Source records
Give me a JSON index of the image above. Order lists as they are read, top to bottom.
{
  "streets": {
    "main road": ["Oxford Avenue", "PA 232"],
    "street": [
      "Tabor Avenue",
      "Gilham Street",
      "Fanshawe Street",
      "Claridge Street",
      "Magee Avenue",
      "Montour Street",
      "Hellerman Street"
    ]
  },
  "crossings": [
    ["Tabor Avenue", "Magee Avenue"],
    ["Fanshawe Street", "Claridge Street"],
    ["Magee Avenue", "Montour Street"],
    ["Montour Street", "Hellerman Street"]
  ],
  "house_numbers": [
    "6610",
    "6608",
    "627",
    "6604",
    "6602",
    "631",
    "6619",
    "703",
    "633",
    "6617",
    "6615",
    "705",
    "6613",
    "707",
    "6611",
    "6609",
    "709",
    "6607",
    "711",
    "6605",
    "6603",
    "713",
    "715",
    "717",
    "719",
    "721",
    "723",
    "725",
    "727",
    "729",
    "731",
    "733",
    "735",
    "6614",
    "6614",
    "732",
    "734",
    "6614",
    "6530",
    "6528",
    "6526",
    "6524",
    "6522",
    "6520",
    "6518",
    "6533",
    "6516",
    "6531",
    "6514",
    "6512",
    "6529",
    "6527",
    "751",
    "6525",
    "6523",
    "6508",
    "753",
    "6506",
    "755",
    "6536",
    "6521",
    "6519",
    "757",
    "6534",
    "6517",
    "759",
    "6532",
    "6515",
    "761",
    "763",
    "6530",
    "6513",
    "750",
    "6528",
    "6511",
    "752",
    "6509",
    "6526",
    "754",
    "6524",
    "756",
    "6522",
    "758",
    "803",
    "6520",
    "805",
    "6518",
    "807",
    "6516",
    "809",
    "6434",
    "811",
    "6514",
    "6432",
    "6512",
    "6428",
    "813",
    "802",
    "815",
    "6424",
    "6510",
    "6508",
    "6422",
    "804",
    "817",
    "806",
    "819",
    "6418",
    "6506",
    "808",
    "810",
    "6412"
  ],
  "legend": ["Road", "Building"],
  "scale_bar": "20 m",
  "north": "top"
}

Required action
In the records above, some lines hold the word "Avenue"; copy each such line.

Task output
    "main road": ["Oxford Avenue", "PA 232"],
      "Tabor Avenue",
      "Magee Avenue",
    ["Tabor Avenue", "Magee Avenue"],
    ["Magee Avenue", "Montour Street"],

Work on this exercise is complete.